Beyond COVID-19 relief and nominations, Brown named some other priorities. He introduced 10 banking-related bills in the last session of the last Congress, which can be largely divided into two subjects: affordable housing and consumer financial protections. Brown indicated they would continue to be his focus.
He endorsed Biden’s pledge to make Section 8 rental assistance vouchers into an entitlement. Currently, only around a quarter of households that qualify for that assistance get it.
Brown also pledged to beef up the Consumer Financial Protection Bureau.
He said he would push for providing individuals and regular companies free bank accounts through the Federal Reserve. Supporters say creating so-called Fed accounts would give millions of unbanked Americans access to financial services; critics say it would threaten to starve banks of the deposits they rely on to make loans, which would drag down the entire economy.
Legislatively, Brown’s liberal impulses may be restrained by moderate Democrats, including at least two on his committee — Sens. Jon Tester of Montana and Kyrsten Sinema of Arizona. “It’s still a 50-50 split,” said Rosenstock.
Newly-elected Sen. Mark Kelly is expected to vote in line with his fellow Arizonan and may also get a seat on Banking. Bills that make it out of committee would also still need to earn the support of conservative West Virginia Democrat Joe Manchin III.
Brown said he had spoken to all but one of the Democratic members of the panel since the Georgia races were called, and that he has asked each to share a list of their priorities as his staff molds a legislative agenda. “This will be a team effort,” Brown said. “I doubt if there’s anything we talked about today that doesn’t have almost unanimous support from these other senators,” he added, referring to the moderates.

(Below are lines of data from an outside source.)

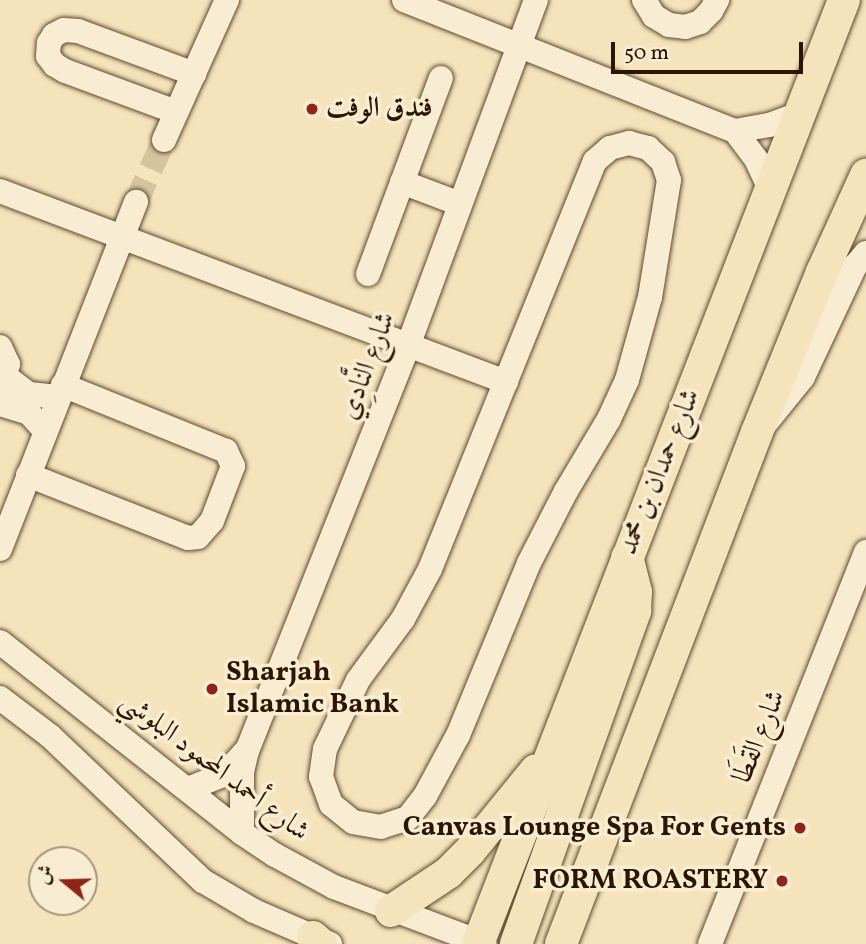 <!DOCTYPE html>
<meta charset="utf-8">
<style>
body{margin:0}
#map{position:relative;width:866px;height:944px;overflow:hidden;background:#f4e3bb;font-family:Vollkorn,Amiri,serif}
div>[style]{position:absolute}
.minor-tunnel>*{height:24px;margin-top:-12px;transform-origin:0;background:repeating-linear-gradient(90deg,#d6c49f 0 24px,transparent 0 36px)}
.roads{filter:drop-shadow(0 0 2px #5f482f) drop-shadow(0 0 2px #5f482f)}
.minor>*{height:24px;margin:-12px;padding:0 12px;transform-origin:12px;border-radius:12px;background:#f8edd3}
.major>*{height:32px;margin:-16px;padding:0 16px;transform-origin:16px;border-radius:16px;background:#f4e3bb}
.dots>*{width:19px;height:19px;translate:-50% -50%;box-sizing:border-box;border:4px solid #f8edd3;border-radius:50%}
span{translate:-50% -50%;white-space:nowrap;text-align:center;line-height:1.15;-webkit-text-stroke:7px #f8edd3;paint-order:stroke}
.poi-label{font-size:28px;color:#2d1500;font-weight:700}
.left{translate:0 -50%;text-align:left}
.right{translate:-100% -50%;text-align:right}
.street-label{font-size:28px;color:#2d1500}
.north{position:absolute;left:28px;top:846px;width:70px;height:70px;box-sizing:border-box;background:#f8edd3;border:2px solid #a7977f;border-radius:50%;rotate:289deg;font-size:19px;font-weight:700;line-height:28px;text-align:center;color:#2d1500}
.north::after{content:'';display:block;margin:auto;width:24px;height:32px;background:#8f2418;clip-path:polygon(50% 0,100% 100%,50% 72%,0 100%)}
.scale{position:absolute;left:611px;top:42px;width:192px;height:32px;box-sizing:border-box;border:4px solid #2d1500;border-top:0;padding-left:9px;font-size:21px;line-height:24px;white-space:nowrap;color:#2d1500;-webkit-text-stroke:5px #f8edd3;paint-order:stroke}
</style>
<div id="map">
<div class="minor-tunnel">
<i style="left:136px;top:202px;width:68px;rotate:-65.7deg"></i>
</div>
<div class="roads">
<div class="minor">
<i style="left:404px;top:0;width:356px;rotate:21.6deg"></i>
<i style="left:735px;top:131px;width:35px;rotate:53deg"></i>
<i style="left:756px;top:159px;width:35px;rotate:65deg"></i>
<i style="left:644px;top:0;width:19px;rotate:58deg"></i>
<i style="left:654px;top:16px;width:17px;rotate:31deg"></i>
<i style="left:669px;top:25px;width:16px;rotate:7deg"></i>
<i style="left:685px;top:27px;width:16px;rotate:-18deg"></i>
<i style="left:700px;top:22px;width:16px;rotate:-45deg"></i>
<i style="left:711px;top:11px;width:13px;rotate:-61deg"></i>
<i style="left:176px;top:112px;width:118px;rotate:-159.7deg"></i>
<i style="left:65px;top:71px;width:12px;rotate:-149deg"></i>
<i style="left:55px;top:65px;width:11px;rotate:-128deg"></i>
<i style="left:48px;top:56px;width:13px;rotate:-86deg"></i>
<i style="left:49px;top:43px;width:9px;rotate:-58deg"></i>
<i style="left:54px;top:35px;width:11px;rotate:-27deg"></i>
<i style="left:64px;top:30px;width:14px;rotate:4deg"></i>
<i style="left:78px;top:31px;width:124px;rotate:20.3deg"></i>
<i style="left:735px;top:131px;width:35px;rotate:-10deg"></i>
<i style="left:769px;top:125px;width:35px;rotate:-20deg"></i>
<i style="left:164px;top:140px;width:154px;rotate:-65.8deg"></i>
<i style="left:629px;top:143px;width:20px;rotate:15deg"></i>
<i style="left:648px;top:148px;width:21px;rotate:43deg"></i>
<i style="left:663px;top:162px;width:19px;rotate:72deg"></i>
<i style="left:669px;top:180px;width:119px;rotate:99.2deg"></i>
<i style="left:650px;top:297px;width:86px;rotate:105.5deg"></i>
<i style="left:627px;top:380px;width:43px;rotate:114.8deg"></i>
<i style="left:609px;top:419px;width:84px;rotate:120.8deg"></i>
<i style="left:566px;top:491px;width:81px;rotate:117.2deg"></i>
<i style="left:529px;top:563px;width:186px;rotate:112.4deg"></i>
<i style="left:458px;top:735px;width:69px;rotate:118.4deg"></i>
<i style="left:425px;top:796px;width:28px;rotate:128deg"></i>
<i style="left:408px;top:818px;width:28px;rotate:162deg"></i>
<i style="left:381px;top:827px;width:28px;rotate:-170deg"></i>
<i style="left:353px;top:822px;width:28px;rotate:-141deg"></i>
<i style="left:331px;top:804px;width:29px;rotate:-110deg"></i>
<i style="left:321px;top:777px;width:28px;rotate:-82deg"></i>
<i style="left:325px;top:749px;width:76px;rotate:-64.4deg"></i>
<i style="left:358px;top:680px;width:76px;rotate:-53.6deg"></i>
<i style="left:403px;top:619px;width:57px;rotate:-61.6deg"></i>
<i style="left:430px;top:569px;width:440px;rotate:-68deg"></i>
<i style="left:595px;top:161px;width:20px;rotate:-41deg"></i>
<i style="left:610px;top:148px;width:20px;rotate:-15deg"></i>
<i style="left:402px;top:182px;width:62px;rotate:20.8deg"></i>
<i style="left:0;top:191px;width:541px;rotate:20.68deg"></i>
<i style="left:368px;top:274px;width:209px;rotate:-69.6deg"></i>
<i style="left:0;top:347px;width:19px;rotate:65deg"></i>
<i style="left:8px;top:364px;width:26px;rotate:108deg"></i>
<i style="left:5px;top:376px;width:30px;rotate:37deg"></i>
<i style="left:29px;top:394px;width:29px;rotate:6deg"></i>
<i style="left:0;top:404px;width:30px;rotate:17deg"></i>
<i style="left:29px;top:413px;width:24px;rotate:48deg"></i>
<i style="left:765px;top:424px;width:60px;rotate:-51deg"></i>
<i style="left:803px;top:377px;width:123px;rotate:-64.9deg"></i>
<i style="left:855px;top:266px;width:17px;rotate:-50deg"></i>
<i style="left:28px;top:475px;width:172px;rotate:21.5deg"></i>
<i style="left:188px;top:538px;width:10px;rotate:-6deg"></i>
<i style="left:198px;top:537px;width:21px;rotate:-49deg"></i>
<i style="left:212px;top:521px;width:59px;rotate:-69.1deg"></i>
<i style="left:233px;top:466px;width:17px;rotate:-115deg"></i>
<i style="left:226px;top:451px;width:176px;rotate:-158deg"></i>
<i style="left:0;top:549px;width:373px;rotate:-68.6deg"></i>
<i style="left:0;top:642px;width:308px;rotate:38.3deg"></i>
<i style="left:242px;top:833px;width:40px;rotate:34deg"></i>
<i style="left:275px;top:855px;width:67px;rotate:28.5deg"></i>
<i style="left:334px;top:887px;width:161px;rotate:20.7deg"></i>
<i style="left:0;top:698px;width:63px;rotate:37.2deg"></i>
<i style="left:50px;top:736px;width:211px;rotate:43.5deg"></i>
<i style="left:203px;top:881px;width:59px;rotate:30.5deg"></i>
<i style="left:254px;top:911px;width:83px;rotate:23.5deg"></i>
<i style="left:188px;top:789px;width:40px;rotate:-22deg"></i>
<i style="left:225px;top:774px;width:31px;rotate:-48deg"></i>
<i style="left:242px;top:833px;width:61px;rotate:-90deg"></i>
<i style="left:242px;top:772px;width:22px;rotate:-77deg"></i>
<i style="left:247px;top:751px;width:436px;rotate:-68.3deg"></i>
<i style="left:408px;top:346px;width:369px;rotate:-69.7deg"></i>
<i style="left:710px;top:944px;width:422px;rotate:-68.3deg"></i>
</div>
<div class="major">
<i style="left:391px;top:911px;width:69px;rotate:-33.7deg"></i>
<i style="left:448px;top:873px;width:31px;rotate:-45deg"></i>
<i style="left:470px;top:851px;width:104px;rotate:-50.8deg"></i>
<i style="left:313px;top:937px;width:11px;rotate:41deg"></i>
<i style="left:478px;top:944px;width:1012px;rotate:-68.81deg"></i>
<i style="left:516px;top:944px;width:354px;rotate:-70.3deg"></i>
<i style="left:635px;top:611px;width:19px;rotate:-87deg"></i>
<i style="left:636px;top:592px;width:36px;rotate:-104deg"></i>
<i style="left:561px;top:944px;width:548px;rotate:-69.05deg"></i>
<i style="left:757px;top:432px;width:173px;rotate:-67.9deg"></i>
<i style="left:822px;top:272px;width:107px;rotate:-65.6deg"></i>
</div>
</div>
<div class="dots">
<i style="left:312px;top:109px;background:#8f2418"></i>
<i style="left:212px;top:689px;background:#8f2418"></i>
<i style="left:800px;top:828px;background:#8f2418"></i>
<i style="left:782px;top:881px;background:#8f2418"></i>
</div>
<div class="poi-label">
<span class="left" style="left:326px;top:109px">فندق الوفت</span>
<span class="left" style="left:226px;top:689px">Sharjah<br>Islamic Bank</span>
<span class="right" style="left:786px;top:828px">Canvas Lounge Spa For Gents</span>
<span class="right" style="left:768px;top:881px">FORM ROASTERY</span>
</div>
<div class="street-label">
<span style="left:368px;top:366px;rotate:-69deg">شارع النَّادِي</span>
<span style="left:660px;top:472px;rotate:-68deg">شارع حمدان بن محمد</span>
<span style="left:760px;top:737px;rotate:-68deg">شارع القَطَا</span>
<span style="left:214px;top:767px;rotate:37deg">شارع أحمد المحمود البلوشي</span>
</div>
<div class="north">ش</div>
<div class="scale">50 m</div>
</div>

Rosenstock thinks the centrist senators’ moderating influences will affect the scope of Brown’s ambitions more than the aim, leading to smaller proposals on the issues Brown cares most about.
Peto agreed, saying that Brown could still work on climate change legislation, but “he’ll have to scope it.”
The panel’s jurisdiction includes the Securities and Exchange Commission, which oversees public companies. Democrats in recent years have floated proposals to use public company disclosure requirements to influence corporate behavior — bills to force companies to report how many jobs they offshore, or publish their contingency plans for climate change. Democrats also have supported efforts to have banks give more consideration to climate change as a risk in making lending decisions.
Brown said Tuesday that Biden’s picks for the SEC board would be more supportive of efforts to support reporting on environmental, social and governance (ESG) issues.
Rosenstock also noted that Democratic control of the Senate means they’ll be able to use the Congressional Review Act (PL 104-121) to rescind regulations finalized by the Trump administration in the last 60 legislative days. Republicans used the law 16 times at the start of the Trump administration; before that it was used just once by the GOP at the start of George W. Bush’s administration.
Brown said his staff was identifying rules to target. “We are making a list,” he said.
Among the rules Brown might target is one being rushed through the Office of the Comptroller of the Currency that would prevent banks from declining to work with controversial sectors. Facing pressures from shareholders and employees, some banks in recent years have stopped offering financing to gunmakers, fossil fuel companies and payday lenders.
The OCC’s proposed rule, if finalized before Biden takes office, would force banks to make lending decisions solely on credit risk assessments of the individual customers. Banks and consumer advocates oppose the rule.